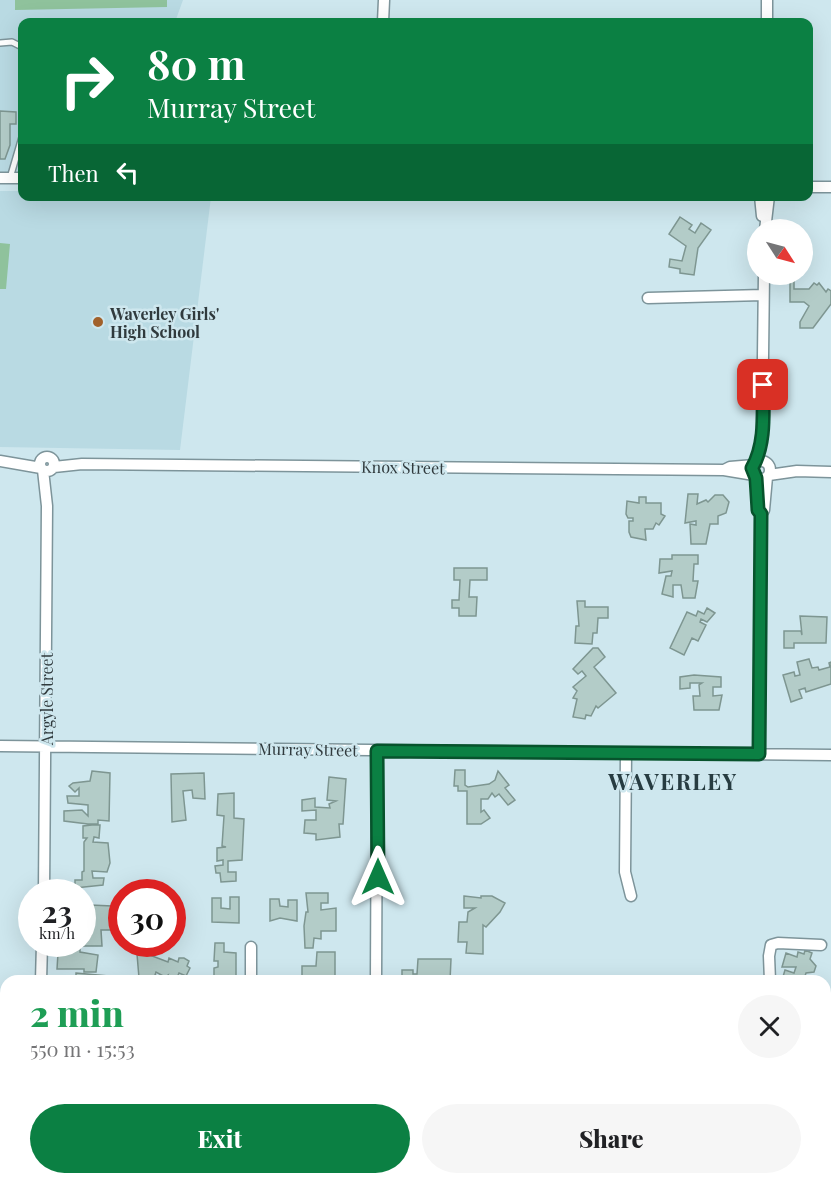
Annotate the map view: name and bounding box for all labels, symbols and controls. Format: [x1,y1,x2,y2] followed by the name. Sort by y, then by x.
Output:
[147,35,245,91] text: 80 m
[48,42,126,120] icon: right
[147,89,315,125] text: Murray Street
[111,156,144,189] icon: left
[48,158,99,188] text: Then
[747,219,813,285] north arrow
[747,219,813,285] map controls
[109,303,219,342] place label: Waverley Girls' High School
[91,315,105,329] marker: Waverley Girls' High School
[737,359,788,410] pin
[746,368,779,401] icon: arrive
[361,456,445,478] street label: Knox Street
[36,652,57,746] street label: Argyle Street
[258,738,358,760] street label: Murray Street
[607,766,738,796] district label: WAVERLEY
[346,845,410,909] position arrow
[108,879,186,957] speed limit sign: 30
[42,891,72,931] text: 23
[39,923,75,943] text: km/h
[30,988,124,1036] text: 2 min
[738,995,801,1058] button: close
[30,1035,135,1062] text: 550 m · 15:53
[30,1104,410,1173] button: Exit
[422,1104,801,1173] button: Share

About this exercise: Apart from the pictures, every line of the data above should be given again exactly.

Worked solution:
Annotate the map view: name and bounding box for all labels, symbols and controls. Format: [x1,y1,x2,y2] followed by the name. Sort by y, then by x.
Output:
[147,35,245,91] text: 80 m
[48,42,126,120] icon: right
[147,89,315,125] text: Murray Street
[111,156,144,189] icon: left
[48,158,99,188] text: Then
[747,219,813,285] north arrow
[747,219,813,285] map controls
[109,303,219,342] place label: Waverley Girls' High School
[91,315,105,329] marker: Waverley Girls' High School
[737,359,788,410] pin
[746,368,779,401] icon: arrive
[361,456,445,478] street label: Knox Street
[36,652,57,746] street label: Argyle Street
[258,738,358,760] street label: Murray Street
[607,766,738,796] district label: WAVERLEY
[346,845,410,909] position arrow
[108,879,186,957] speed limit sign: 30
[42,891,72,931] text: 23
[39,923,75,943] text: km/h
[30,988,124,1036] text: 2 min
[738,995,801,1058] button: close
[30,1035,135,1062] text: 550 m · 15:53
[30,1104,410,1173] button: Exit
[422,1104,801,1173] button: Share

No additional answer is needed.